Use of Stratified Cascade Learning to predict hospitalization risk with only socioeconomic factors
Abstract
Background and objective: Published models predicting health related outcomes rely on clinical, claims and social determinants of health (SDH) data. Addressing the challenge of predicting with only SDH we developed a novel framework termed Stratified Cascade Learning (SCL) and used it for predicting the risk of hospitalization (ROH). Materials and methods: The variable set includes 27 SDH and “age” and “sex” for a cohort of diabetic patients.
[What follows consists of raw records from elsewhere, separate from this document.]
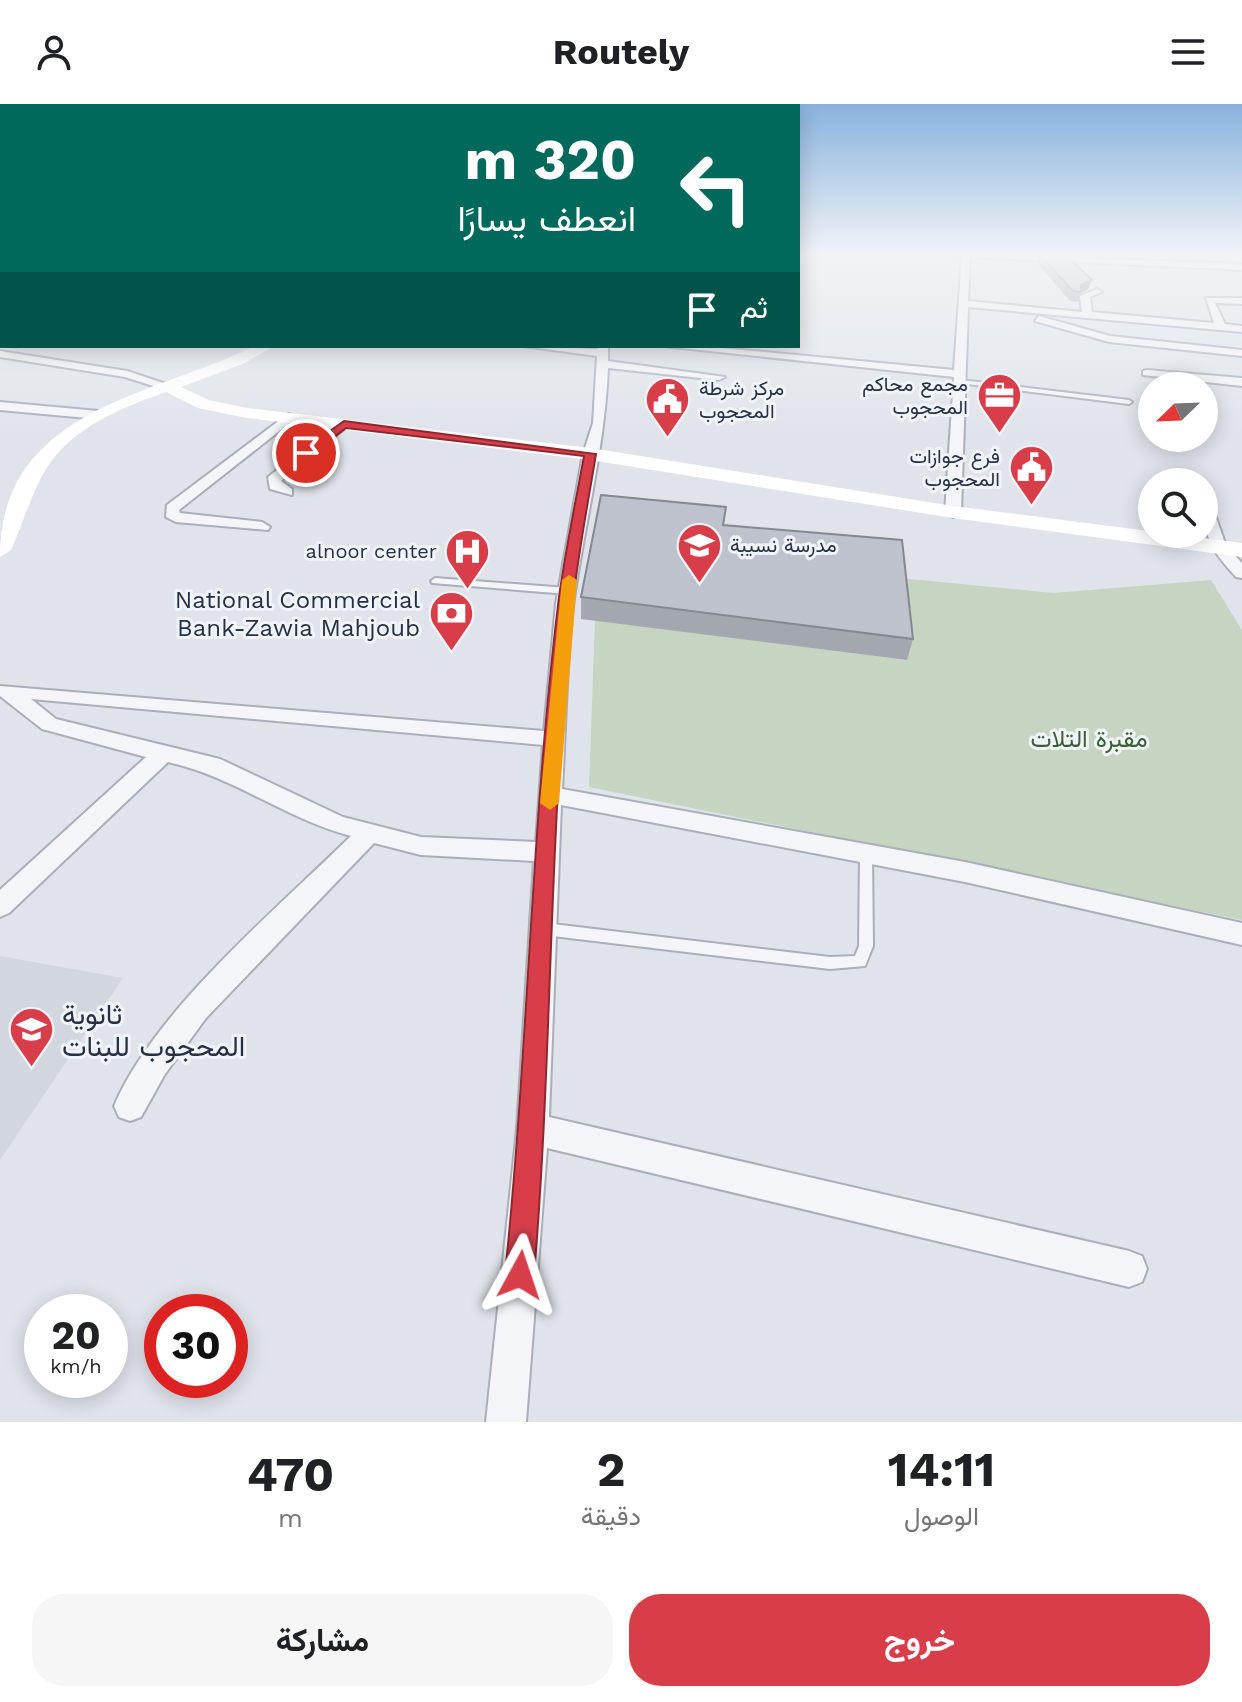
<!DOCTYPE html>
<html lang="ar">
<head>
<meta charset="utf-8">
<style>
	body { margin:0; font-family:"Work Sans",Vazirmatn,sans-serif; background:#f6f6f6; color:#202124; direction:rtl; height:100vh; display:flex; flex-direction:column; font-size:30px; white-space:nowrap }
	* { box-sizing:border-box; margin:0 }
	p { font-size:26px; color:#757577 }
	.icon { flex:none; width:44px; height:44px; fill:none; stroke:currentColor; stroke-width:2; stroke-linecap:round; stroke-linejoin:round }
	.map { position:relative; height:1318px; overflow:hidden; direction:ltr }
	.sheet { display:flex; flex-direction:column; background:#fff; flex:1 }
	.sheet>* { flex:none }
	.banner { position:absolute; left:0px; top:0px; width:800px; height:244px; box-shadow:0 4px 20px #0003; direction:rtl; background:#00695c; color:#fff; overflow:hidden }
	.needle { width:52px; rotate:247deg }
	.controls { position:absolute; left:1138px; top:268px; display:grid; gap:16px }
	.controls a { display:grid; place-items:center; width:80px; height:80px; border-radius:50%; background:#fff; box-shadow:0 4px 20px #0003; font-size:40px }
	.speed { position:absolute; left:24px; top:1190px; display:flex; gap:16px; font-size:40px; font-weight:700; text-align:center }
	.speed>* { display:grid; place-content:center; width:104px; height:104px; border-radius:50%; background:#fff; box-shadow:0 4px 20px #0003; line-height:1 }
	.speed small { font-size:20px; font-weight:400 }
	.speed .limit { border:12px solid #d22; background:#fff; color:#111 }
	.pin { position:absolute; display:grid; place-items:center; width:68px; height:68px; color:#fff; margin:-34px; border:4px solid #fff; border-radius:50%; box-shadow:0 2px 8px #0007 }
	.me { position:absolute; width:88px; margin:-44px; rotate:5deg; stroke-linejoin:round; filter:drop-shadow(0 0 6px #0008) }
	.turn { display:flex; align-items:center; gap:28px; height:168px; padding:0 32px; font-size:36px }
	.turn .icon { width:104px; height:104px; stroke-width:2.5 }
	.turn b { display:block; font-size:56px; line-height:68px }
	.then { display:flex; align-items:center; height:76px; padding:0 32px; background:#0003; gap:16px; font-size:30px }
	.eta { display:flex; justify-content:space-evenly; align-items:center; height:136px; text-align:center }
	.eta b { font-size:48px; font-weight:700; line-height:56px }
	.action { display:flex; gap:16px; margin-top:auto; padding:16px 32px }
	.action a { flex:1; height:92px; border-radius:32px; background:#d73e4a; color:#fff; font-size:32px; font-weight:700; line-height:92px; text-align:center }
	.action a+a { background:#f6f6f6; color:#202124 }
	header { display:flex; justify-content:space-between; align-items:center; height:104px; padding:0 32px; background:#fff; font-size:36px; font-weight:700 }
	.map>svg:first-child { display:block }
</style>
</head>
<body>
<header><svg class="icon" aria-label="menu" viewBox="0 0 24 24"><path d="M4 6h16M4 12h16M4 18h16"/></svg>Routely<svg class="icon" aria-label="person" viewBox="0 0 24 24"><circle cx="12" cy="8" r="4"/><path d="M4 21q1-7 8-7t8 7"/></svg></header>
<div class="map">
<svg width="1242" height="1318" viewBox="0 0 1242 1318">
	<rect width="100%" height="100%" fill="#e0e4ea"/>
	<path fill="#d2d6df" d="M0,852L123,874L0,1056Z"/>
	<path fill="#c5d5c1" d="M900,474L1053,489L1211,476L1242,526V816L589,683L595,516L906,556Z"/>
	<g fill="none" stroke-linecap="round" stroke-linejoin="round">
		<defs>
			<g id="lane">
				<path d="M961,276L1129,296L1132,298L1129,300L959,279V277Z"/>
				<path d="M435,474L568,484L572,487L568,490L432,479L431,477Z"/>
				<path d="M866,745L870,747L872,750L873,842L865,862L830,865L544,831L539,829L537,825L539,821L544,819L830,853L855,852L859,842L860,750L862,747Z"/>
			</g>
			<g id="street">
				<path d="M944,149L1242,160V166L970,153L968,197L1082,208L1080,192L1097,185L1102,188L1090,193L1092,208L1214,219L1206,194H1242V200L1215,199L1225,220L1242,222V228L968,203L961,408L953,413L945,408L954,273L662,242H701L954,266L962,152Z"/>
				<path d="M2,155V161L0,162V156Z"/>
				<rect x="0" y="184" width="2" height="6"/>
				<path d="M1039,212L1110,232L1242,246V252L1109,238L1035,217Z"/>
				<path d="M0,216H2L0,223Z"/>
				<path d="M523,242L597,245L598,242H608V257L725,273L719,276L608,264C605,341 585,418 574,495C566,558 566,622 562,685L965,758L1242,819V841L965,778L561,701L549,1013L1129,1147L1142,1152L1147,1165L1142,1178L1129,1183L547,1044L526,1318H486L517,1025L534,757L421,751L374,739L206,914L165,970L141,1013L130,1017L119,1013L114,1002C155,906 276,806 351,732C286,715 235,673 168,658L9,809L0,813V786L146,653L42,625L0,592V582L544,627L556,499L583,350L593,319L597,252ZM31,595L543,641L536,738L421,733L343,713L220,655L56,615Z"/>
				<path d="M0,247L127,267L175,283L169,287L125,273L0,253Z"/>
				<path d="M1147,266L1242,274V282L1143,271V267Z"/>
				<path d="M0,298L98,307L104,311L98,315L0,306Z"/>
				<path d="M288,310L292,311V317L179,406L180,409L262,418L270,423L268,426L176,418L166,413L167,401Z"/>
				<path d="M339,317L350,320L281,377L292,385V391L270,385L268,373Z"/>
				<path d="M1204,404L1214,408L1226,442L1242,459V474L1236,473C1215,450 1204,436 1204,404Z"/>
			</g>
		</defs>
		<use href="#lane" stroke="#a9aeb8" stroke-width="4"/>
		<use href="#street" stroke="#a9aeb8" stroke-width="4"/>
		<use href="#lane" fill="#f4f5f8" fill-rule="evenodd"/>
		<use href="#street" fill="#f4f5f8" fill-rule="evenodd"/>
		<path fill="#fff" fill-rule="evenodd" d="M255,242H274L245,259L181,283L209,296L247,304L590,344L953,402L1242,439V453L953,414L590,356L247,314L198,304L166,288C123,303 72,323 46,365C31,390 23,419 11,446L0,453C0,305 153,292 255,242Z"/>
	</g>
	<g fill="#a3a7b0">
		<path d="M1039,150L1088,185L1081,189L1078,198L1070,197L1037,159Z"/>
		<path d="M726,403L724,421L913,535L907,556L581,515V493Z"/>
	</g>
	<path fill="#848890" d="M1092,176L1088,185L1081,189V181Z"/>
	<g fill="#bdc2cd" stroke="#848890" stroke-width="2">
		<path d="M1039,150L1066,151L1092,176L1081,181V188L1073,187Z"/>
		<path d="M601,391L726,403L723,421L902,436L913,535L581,493Z"/>
	</g>
	<linearGradient id="sky" x2="0" y2="1"><stop stop-color="#88b2dd"/><stop offset="0.45" stop-color="#f1f3f6"/><stop offset="1" stop-color="#f1f3f6" stop-opacity="0"/></linearGradient>
	<rect width="1242" height="333" fill="url(#sky)"/>
	<path fill="#d73e4a" stroke="#8c2830" stroke-width="2" d="M344,317L596,350C588,399 578,449 573,499C548,722 553,948 534,1171L530,1182L520,1186L509,1182L505,1171C528,949 531,724 558,501C564,452 575,402 584,352L346,324L310,352H302V347Z"/>
	<path fill="#f59e0b" d="M569,471L577,476L559,699L550,706L540,699L562,476Z"/>
	<defs>
		<symbol id="office-pin" viewBox="-11 -11 22 30"><path d="M0 17L-7.5 6A9.5 9.5 0 1 1 7.5 6Z" fill="#d73e4a" stroke="#f0f3f7"/><path d="M-6-3h4V-5.5h4V-3h4V5H-6ZM-1-4.5V-3h2v-1.5ZM-6 0V1H6V0Z" fill="#fff"/></symbol>
		<symbol id="civic-pin" viewBox="-11 -11 22 30"><path d="M0 17L-7.5 6A9.5 9.5 0 1 1 7.5 6Z" fill="#d73e4a" stroke="#f0f3f7"/><path d="M-.6-6.5H3V-4.5H.6V-3L4-1V1h2V6H-6V1h2V-1L-.6-3ZM-1.2 2.5V6h2.4V2.5Z" fill="#fff"/></symbol>
		<symbol id="school-pin" viewBox="-11 -11 22 30"><path d="M0 17L-7.5 6A9.5 9.5 0 1 1 7.5 6Z" fill="#d73e4a" stroke="#f0f3f7"/><path d="M0-5L7-2L0 1L-7-2ZM-4 1L0 2.5L4 1V4Q0 6-4 4Z" fill="#fff"/></symbol>
		<symbol id="hospital-pin" viewBox="-11 -11 22 30"><path d="M0 17L-7.5 6A9.5 9.5 0 1 1 7.5 6Z" fill="#d73e4a" stroke="#f0f3f7"/><path d="M-5-5h3v3.5h4V-5h3V5h-3V1.5h-4V5h-3Z" fill="#fff"/></symbol>
		<symbol id="bank-pin" viewBox="-11 -11 22 30"><path d="M0 17L-7.5 6A9.5 9.5 0 1 1 7.5 6Z" fill="#d73e4a" stroke="#f0f3f7"/><path d="M-6-4H6V4H-6ZM0-2.3a2.3 2.3 0 1 0 0 4.6a2.3 2.3 0 1 0 0-4.6Z" fill="#fff"/></symbol>
	</defs>
	<g fill-rule="evenodd">
		<use href="#office-pin" x="974" y="266" width="51" height="69"/>
		<use href="#civic-pin" x="642" y="270" width="51" height="69"/>
		<use href="#civic-pin" x="1006" y="338" width="51" height="69"/>
		<use href="#school-pin" x="674" y="416" width="51" height="69"/>
		<use href="#hospital-pin" x="442" y="422" width="51" height="69"/>
		<use href="#bank-pin" x="426" y="484" width="51" height="69"/>
		<use href="#school-pin" x="6" y="900" width="51" height="69"/>
	</g>
	<g text-anchor="middle" dominant-baseline="central" stroke-width="6" stroke-linejoin="round" paint-order="stroke">
		<g font-size="20" fill="#283043" stroke="#f0f3f7" text-anchor="end">
			<text x="968" y="280">مجمع محاكم<tspan x="968" dy="23">المحجوب</tspan></text>
			<text x="699" y="284" text-anchor="start">مركز شرطة<tspan x="699" dy="23">المحجوب</tspan></text>
			<text x="1000" y="352">فرع جوازات<tspan x="1000" dy="23">المحجوب</tspan></text>
			<text x="730" y="441" text-anchor="start">مدرسة نسيبة</text>
			<text x="437" y="447">alnoor center</text>
		</g>
		<g font-size="24" fill="#283043" stroke="#f0f3f7" text-anchor="end">
			<text x="420" y="496">National Commercial<tspan x="420" dy="28">Bank-Zawia Mahjoub</tspan></text>
		</g>
		<g font-size="24" fill="#396034" stroke="#f0f3f7">
			<text x="1089" y="635">مقبرة التلات</text>
		</g>
		<g font-size="28" fill="#283043" stroke="#f0f3f7" text-anchor="start">
			<text x="62" y="910">ثانوية<tspan x="62" dy="32">المحجوب للبنات</tspan></text>
		</g>
	</g>
</svg>
<div class="controls">
<a><svg class="needle" viewBox="-14 -14 28 28"><path d="M0-13l5 13h-10z" fill="#e53935"/><path d="M0 13l5-13h-10z" fill="#757577"/></svg></a>
<a><svg class="icon" aria-label="search" viewBox="0 0 24 24"><circle cx="10" cy="10" r="6"/><path d="M15 15l6 6"/></svg></a>
</div>
<div class="speed"><div>20<small>km/h</small></div><div class="limit">30</div></div>
<div class="pin" style="left:306px;top:349px;background:#d93025"><svg class="icon" aria-label="arrive" viewBox="0 0 24 24"><path d="M6 21V4h12l-3 4 3 4H6"/></svg></div>
<svg class="me" style="left:520px;top:1171px" viewBox="-20 -20 40 40"><path d="M0-17L14 15 0 8-14 15z" fill="#d73e4a" stroke="#fff" stroke-width="4"/></svg>
<div class="banner">
<div class="turn"><svg class="icon" aria-label="left" viewBox="0 0 24 24"><path d="M17 20v-9H6M10 6l-5 5 5 5"/></svg><div><b>320 m</b>انعطف يسارًا</div></div>
<div class="then">ثم<svg class="icon" aria-label="arrive" viewBox="0 0 24 24"><path d="M6 21V4h12l-3 4 3 4H6"/></svg></div>
</div>
</div>
<section class="sheet">
<div class="eta">
<div><b>14:11</b><p>الوصول</p></div>
<div><b>2</b><p>دقيقة</p></div>
<div><b>470</b><p>m</p></div>
</div>
<div class="action"><a>خروج</a><a>مشاركة</a></div>
</section>
</body>
</html>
The SCL model uses three sub-models: SM1 (whole training set) stratifies training set into “predictable” and “unpredictable” subsets, SM2 (built on whole training set) classifies test set patients into “predictable” and “unpredictable”, and SM3 (built on only the “predictable” subset) predicts the ROH for the patients classified as “predictable” by SM2. Results: The SCL model does not improve either the AUC or the NPV of the basic classifier, but materially improves accuracy and specificity measures at the expense of lowering sensitivity for the “predictable” subset. Optimization of the risk thresholds of the sub-models does not noticeably change the AUC and NPV but further improves the accuracy and specificity at the expense of further lowering sensitivity. Conclusion: Since the SLC model yields low sensitivity it fails to predict high risk patients. But it yields high specificity that can be useful when the objective is to eliminate low-risk patients as candidates for further testing or treatment. The use of the SCL is not limited to healthcare, it can be applied to any predictive modeling problem when reliable predictions can only be made for a fraction of incoming data.